Exercise goal: Each of the entries beneath this task should be written out exactly.

Collected data
↓

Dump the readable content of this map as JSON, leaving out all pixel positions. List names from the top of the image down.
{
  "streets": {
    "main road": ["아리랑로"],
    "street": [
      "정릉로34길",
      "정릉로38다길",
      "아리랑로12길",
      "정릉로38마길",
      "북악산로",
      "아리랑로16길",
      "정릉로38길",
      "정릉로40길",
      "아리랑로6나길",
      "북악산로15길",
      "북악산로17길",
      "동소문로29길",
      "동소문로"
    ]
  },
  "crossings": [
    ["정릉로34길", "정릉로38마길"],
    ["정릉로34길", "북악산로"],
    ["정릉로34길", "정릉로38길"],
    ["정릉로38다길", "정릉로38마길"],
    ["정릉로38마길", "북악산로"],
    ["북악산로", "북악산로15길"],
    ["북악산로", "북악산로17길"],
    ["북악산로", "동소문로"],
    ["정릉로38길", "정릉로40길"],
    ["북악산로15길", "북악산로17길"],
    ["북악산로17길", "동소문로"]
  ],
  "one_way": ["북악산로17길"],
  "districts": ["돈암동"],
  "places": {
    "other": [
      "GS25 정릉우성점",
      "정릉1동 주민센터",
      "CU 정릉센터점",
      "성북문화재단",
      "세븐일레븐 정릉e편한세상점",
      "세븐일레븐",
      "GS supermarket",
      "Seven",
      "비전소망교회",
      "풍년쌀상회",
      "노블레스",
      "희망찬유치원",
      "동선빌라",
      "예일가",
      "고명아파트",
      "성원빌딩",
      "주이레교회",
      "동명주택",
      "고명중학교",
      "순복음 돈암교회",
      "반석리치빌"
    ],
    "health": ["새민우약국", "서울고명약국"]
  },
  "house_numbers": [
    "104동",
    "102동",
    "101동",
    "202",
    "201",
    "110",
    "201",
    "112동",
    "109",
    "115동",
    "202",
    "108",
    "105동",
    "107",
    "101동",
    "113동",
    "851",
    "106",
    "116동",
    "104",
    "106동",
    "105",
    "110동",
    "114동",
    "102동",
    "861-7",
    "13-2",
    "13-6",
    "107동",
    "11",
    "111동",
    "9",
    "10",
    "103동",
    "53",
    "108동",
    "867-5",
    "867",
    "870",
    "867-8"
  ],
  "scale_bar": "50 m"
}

↑

Solved exercise:
Dump the readable content of this map as JSON, leaving out all pixel positions. List names from the top of the image down.
{
  "streets": {
    "main road": ["아리랑로"],
    "street": [
      "정릉로34길",
      "정릉로38다길",
      "아리랑로12길",
      "정릉로38마길",
      "북악산로",
      "아리랑로16길",
      "정릉로38길",
      "정릉로40길",
      "아리랑로6나길",
      "북악산로15길",
      "북악산로17길",
      "동소문로29길",
      "동소문로"
    ]
  },
  "crossings": [
    ["정릉로34길", "정릉로38마길"],
    ["정릉로34길", "북악산로"],
    ["정릉로34길", "정릉로38길"],
    ["정릉로38다길", "정릉로38마길"],
    ["정릉로38마길", "북악산로"],
    ["북악산로", "북악산로15길"],
    ["북악산로", "북악산로17길"],
    ["북악산로", "동소문로"],
    ["정릉로38길", "정릉로40길"],
    ["북악산로15길", "북악산로17길"],
    ["북악산로17길", "동소문로"]
  ],
  "one_way": ["북악산로17길"],
  "districts": ["돈암동"],
  "places": {
    "other": [
      "GS25 정릉우성점",
      "정릉1동 주민센터",
      "CU 정릉센터점",
      "성북문화재단",
      "세븐일레븐 정릉e편한세상점",
      "세븐일레븐",
      "GS supermarket",
      "Seven",
      "비전소망교회",
      "풍년쌀상회",
      "노블레스",
      "희망찬유치원",
      "동선빌라",
      "예일가",
      "고명아파트",
      "성원빌딩",
      "주이레교회",
      "동명주택",
      "고명중학교",
      "순복음 돈암교회",
      "반석리치빌"
    ],
    "health": ["새민우약국", "서울고명약국"]
  },
  "house_numbers": [
    "104동",
    "102동",
    "101동",
    "202",
    "201",
    "110",
    "201",
    "112동",
    "109",
    "115동",
    "202",
    "108",
    "105동",
    "107",
    "101동",
    "113동",
    "851",
    "106",
    "116동",
    "104",
    "106동",
    "105",
    "110동",
    "114동",
    "102동",
    "861-7",
    "13-2",
    "13-6",
    "107동",
    "11",
    "111동",
    "9",
    "10",
    "103동",
    "53",
    "108동",
    "867-5",
    "867",
    "870",
    "867-8"
  ],
  "scale_bar": "50 m"
}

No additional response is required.